Los Seres de Niebla estaban furiosos: no podían permitir aquella impertinencia de Silvia y Aníbal.
Samanta no quería verles sufrir, pero sospechaba que si se interponía, además de castigarles a ellos, también le darían un escarmiento a ella. Nadia, la mujer que siempre estaba a su lado, la sujetó para que no fuera en defensa de los jóvenes:
- Las cosas deben ser así, debes dejar que pase, Sami. A mí igual que a ti, me da muchísima pena de tus amigos… – refirió Nadia.
Sabía lo que iba a suceder; lo había visto otras veces. Nadia era una mujer corpulenta de unos cuarenta años, y hacía todo lo que podía para impedir que Samanta tomara parte en lo que a los chicos se les iba a venir encima.
Tal y como ella esperaba, Los entes sacaron de entre sus vestiduras unos látigos de fuego, que manejaban con soltura.
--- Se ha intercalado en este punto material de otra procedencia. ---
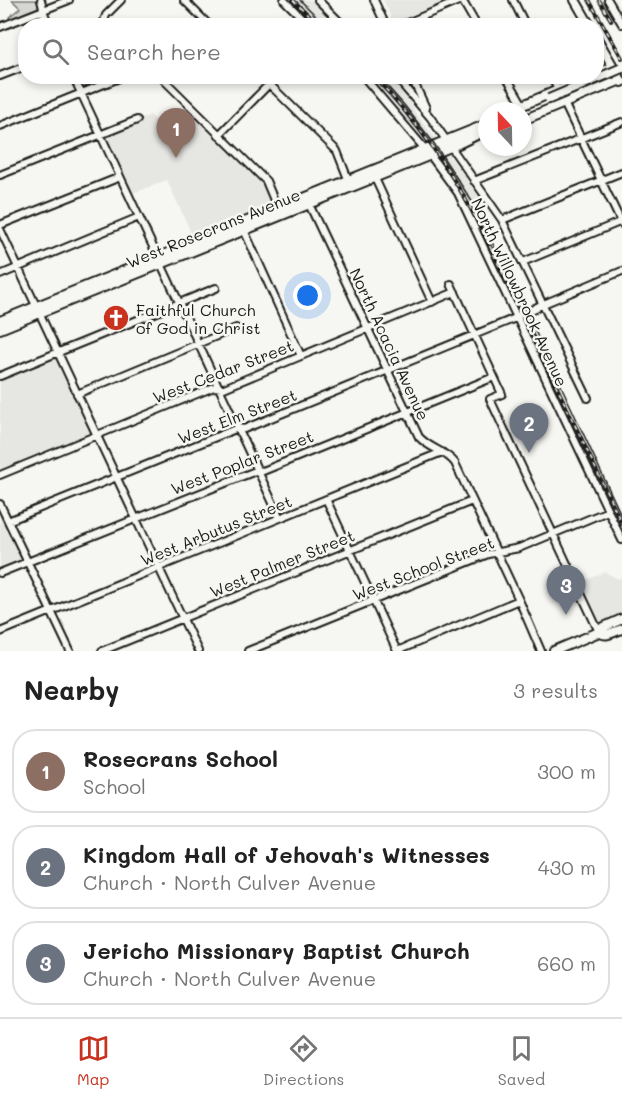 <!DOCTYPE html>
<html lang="en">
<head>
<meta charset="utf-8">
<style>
  body { margin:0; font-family:Mali,sans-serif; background:#f2f2f2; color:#222 }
  .compass { position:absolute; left:478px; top:102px; width:54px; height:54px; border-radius:50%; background:#fff; box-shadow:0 3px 9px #0003; rotate:338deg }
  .you { position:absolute; left:308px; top:296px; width:21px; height:21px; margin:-15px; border:4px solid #fff; border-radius:50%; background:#1a73e8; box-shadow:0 0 0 9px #1a73e833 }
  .badge { display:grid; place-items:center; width:39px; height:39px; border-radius:50%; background:#c8321e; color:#fff; font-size:20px; font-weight:700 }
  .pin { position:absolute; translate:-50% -50px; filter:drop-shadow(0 2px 3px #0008) }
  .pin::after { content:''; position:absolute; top:32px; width:21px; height:18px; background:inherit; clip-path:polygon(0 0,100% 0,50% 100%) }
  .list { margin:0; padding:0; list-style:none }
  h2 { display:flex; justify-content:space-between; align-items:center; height:78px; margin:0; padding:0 24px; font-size:26px }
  h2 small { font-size:20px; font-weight:400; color:#767676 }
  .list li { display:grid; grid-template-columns:39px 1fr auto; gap:18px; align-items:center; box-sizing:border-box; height:84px; margin:0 12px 12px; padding:0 12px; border:2px solid #e0e0e0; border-radius:24px }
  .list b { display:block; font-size:22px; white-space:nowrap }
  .list p { margin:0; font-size:20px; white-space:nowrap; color:#767676 }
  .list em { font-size:20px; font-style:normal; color:#767676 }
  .icon { flex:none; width:33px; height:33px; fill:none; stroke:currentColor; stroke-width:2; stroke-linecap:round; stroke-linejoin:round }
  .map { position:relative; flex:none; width:622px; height:651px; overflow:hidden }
  .search { position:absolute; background:#fff; box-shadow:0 3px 9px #0003; left:18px; right:18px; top:18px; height:66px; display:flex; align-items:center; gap:15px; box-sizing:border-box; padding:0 21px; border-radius:24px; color:#767676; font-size:22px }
  .sheet { height:366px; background:#fff }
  nav { display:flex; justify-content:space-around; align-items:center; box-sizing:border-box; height:84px; border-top:2px solid #e0e0e0; background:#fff; font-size:16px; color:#767676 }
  nav a { display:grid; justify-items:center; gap:3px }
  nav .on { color:#c8321e }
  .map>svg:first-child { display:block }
  .built { fill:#e6e6e2 }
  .green { fill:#d6d6d2; stroke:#797977; stroke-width:1.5 }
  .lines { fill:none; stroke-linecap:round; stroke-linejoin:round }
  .minor-casing { stroke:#1c1c1c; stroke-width:10 }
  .major-casing { stroke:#1c1c1c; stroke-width:12 }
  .minor { stroke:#f6f6f2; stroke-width:6 }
  .major { stroke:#f6f6f2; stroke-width:8 }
  .tram { stroke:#1c1c1c; stroke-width:1.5 }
  .rail-casing { stroke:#1c1c1c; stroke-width:4 }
  .rail { stroke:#f6f6f2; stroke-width:1.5; stroke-dasharray:4.5; stroke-linecap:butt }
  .major-bridge-casing { stroke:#1c1c1c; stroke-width:12; stroke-linecap:butt }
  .major-bridge { stroke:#f6f6f2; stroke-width:8 }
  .labels { text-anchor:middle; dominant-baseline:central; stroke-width:5; stroke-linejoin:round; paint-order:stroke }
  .street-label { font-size:16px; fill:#1c1c1c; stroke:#f6f6f2 }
  .poi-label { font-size:16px; fill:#1c1c1c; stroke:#f6f6f2; text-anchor:start }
</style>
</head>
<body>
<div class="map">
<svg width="622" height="651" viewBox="0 0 622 651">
  <rect width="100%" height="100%" fill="#f6f6f2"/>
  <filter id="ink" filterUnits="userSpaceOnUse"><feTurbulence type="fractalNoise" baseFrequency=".0167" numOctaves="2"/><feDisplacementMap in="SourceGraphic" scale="12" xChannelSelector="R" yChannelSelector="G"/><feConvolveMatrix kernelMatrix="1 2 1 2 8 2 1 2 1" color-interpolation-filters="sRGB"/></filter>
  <g filter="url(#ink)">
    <path class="built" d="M287 0H314L340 25H313Z
      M383 0H452L394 24Z
      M364 77H392L396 81 397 87 405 90 415 112 483 199 467 207Z
      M191 114 262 182 272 207 194 239 167 180 131 194 105 137 140 123 139 120 150 115 171 135Z
      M54 356 91 434 0 470V379Z
      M0 514 22 560 0 569Z
      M605 572 618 579 622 577V615L600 623 582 582Z"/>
    <path class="green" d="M12 0H36L39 7 10 19 9 17 20 8Z"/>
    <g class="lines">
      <g class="minor-casing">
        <path id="minor" d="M41 0 43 8V10L49 26
          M184 0 210 26
          M284 0 310 26
          M318 0 344 26
          M374 0 386 26
          M462 0 477 26
          M513 0 526 26
          M608 0 622 24
          M104 21 106 15 121 0
          M400 26 461 0
          M0 27 69 0
          M0 76 26 66
          M73 76 280 518
          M160 76 266 181 279 212
          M261 76 333 147 337 151 350 184
          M363 76 430 155 458 193 622 540
          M395 76 430 117 502 220 588 398
          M411 76 426 108
          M506 76 523 105
          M551 76 558 90
          M564 103 622 224
          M0 126 119 78
          M219 135 277 76
          M373 174 432 302
          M0 175 137 120
          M474 181 622 122
          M308 202 419 437C431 450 445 450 455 463L519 600 541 651
          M502 220 622 172
          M0 225 120 177
          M0 229 198 651
          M244 230 301 356
          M523 262 622 221
          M0 275 139 217
          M451 284 502 394 490 399 599 632
          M0 376 216 288
          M77 394 236 328
          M0 475 214 387 224 388 455 292
          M326 499 397 651
          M0 504 70 651
          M8 521 238 428 244 429 518 317 541 305 622 271
          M0 573 258 470 263 471 494 377
          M0 632 442 452
          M102 651 472 501
          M248 651 488 554 519 548 608 511
          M397 651 519 600"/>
      </g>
      <g class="major-casing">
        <path id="major" d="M575 0 590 26
          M596 37 622 82
          M596 74 613 67
          M509 111 591 76
          M523 120 621 80
          M0 321 487 124
          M0 329 458 144 487 130
          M599 632C606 638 615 631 622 629
          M554 651 599 632 602 628 622 619"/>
      </g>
      <use href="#minor" class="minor"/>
      <use href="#major" class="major"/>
      <path class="tram" d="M300 0 326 26
        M378 76 404 105 433 142 473 203 551 364 622 517"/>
      <g class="rail-casing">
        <path id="rail" d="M293 0 320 26
          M589 0 622 58
          M599 0 611 20
          M373 76C419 122 455 176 484 234L622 524"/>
      </g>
      <use href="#rail" class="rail"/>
      <g class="major-bridge-casing">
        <path id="major-bridge" d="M549 99 622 68"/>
      </g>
      <use href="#major-bridge" class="major-bridge"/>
    </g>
  </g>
  <defs>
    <g id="church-disc" transform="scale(1.35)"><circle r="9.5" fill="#c8321e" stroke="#f6f6f2"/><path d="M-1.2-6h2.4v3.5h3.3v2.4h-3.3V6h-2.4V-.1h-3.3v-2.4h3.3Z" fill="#fff"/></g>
  </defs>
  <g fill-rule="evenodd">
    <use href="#church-disc" x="116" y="318"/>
  </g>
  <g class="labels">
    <g class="street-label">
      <text transform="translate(213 228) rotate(-22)">West Rosecrans Avenue</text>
      <text transform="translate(520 292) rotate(65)">North Willowbrook Avenue</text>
      <text transform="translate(390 344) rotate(65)">North Acacia Avenue</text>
      <text transform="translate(223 371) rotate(-21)">West Cedar Street</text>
      <text transform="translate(237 416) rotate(-21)">West Elm Street</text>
      <text transform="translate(242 462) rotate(-21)">West Poplar Street</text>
      <text transform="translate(216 530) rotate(-22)">West Arbutus Street</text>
      <text transform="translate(282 563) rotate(-22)">West Palmer Street</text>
      <text transform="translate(423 568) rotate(-21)">West School Street</text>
    </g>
    <g class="poi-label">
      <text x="136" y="309">Faithful Church<tspan x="136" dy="18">of God in Christ</tspan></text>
    </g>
  </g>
</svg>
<svg class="compass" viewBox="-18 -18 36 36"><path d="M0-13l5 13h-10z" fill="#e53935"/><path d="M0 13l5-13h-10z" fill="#767676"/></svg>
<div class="you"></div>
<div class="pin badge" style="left:176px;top:158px;background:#8d6e63">1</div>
<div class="pin badge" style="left:529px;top:453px;background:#6b7280">2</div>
<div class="pin badge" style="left:566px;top:615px;background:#6b7280">3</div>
<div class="search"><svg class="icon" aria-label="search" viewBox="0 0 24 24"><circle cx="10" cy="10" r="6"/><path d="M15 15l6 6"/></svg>Search here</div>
</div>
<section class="sheet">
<h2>Nearby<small>3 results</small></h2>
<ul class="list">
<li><span class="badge" style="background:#8d6e63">1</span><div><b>Rosecrans School</b><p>School</p></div><em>300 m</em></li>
<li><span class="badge" style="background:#6b7280">2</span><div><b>Kingdom Hall of Jehovah's Witnesses</b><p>Church · North Culver Avenue</p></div><em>430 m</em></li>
<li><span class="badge" style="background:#6b7280">3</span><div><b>Jericho Missionary Baptist Church</b><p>Church · North Culver Avenue</p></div><em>660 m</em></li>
</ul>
</section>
<nav>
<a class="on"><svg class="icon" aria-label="map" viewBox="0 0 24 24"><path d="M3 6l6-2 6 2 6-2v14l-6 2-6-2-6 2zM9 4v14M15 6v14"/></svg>Map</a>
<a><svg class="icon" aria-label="directions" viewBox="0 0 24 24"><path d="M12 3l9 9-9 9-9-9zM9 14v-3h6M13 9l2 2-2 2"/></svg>Directions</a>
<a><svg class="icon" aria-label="saved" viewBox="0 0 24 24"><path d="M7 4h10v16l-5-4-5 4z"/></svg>Saved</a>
</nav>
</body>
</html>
El contraste con sus hábitos negros era extraordinario y alucinante. El olor a azufre y leña quemada se colaba a través del olfato, y ya era capaz de ofender y clavarse en la conciencia como si fuera una espada helada que se tatuara en el cuerpo.
Nadia estaba horrorizada. Se tapó los ojos; no podía mirar a los ojos absortos y opacos de Silvia, y a los aterrorizados y pávidos de Adrián. Enseguida supieron más sobre los látigos de fuego.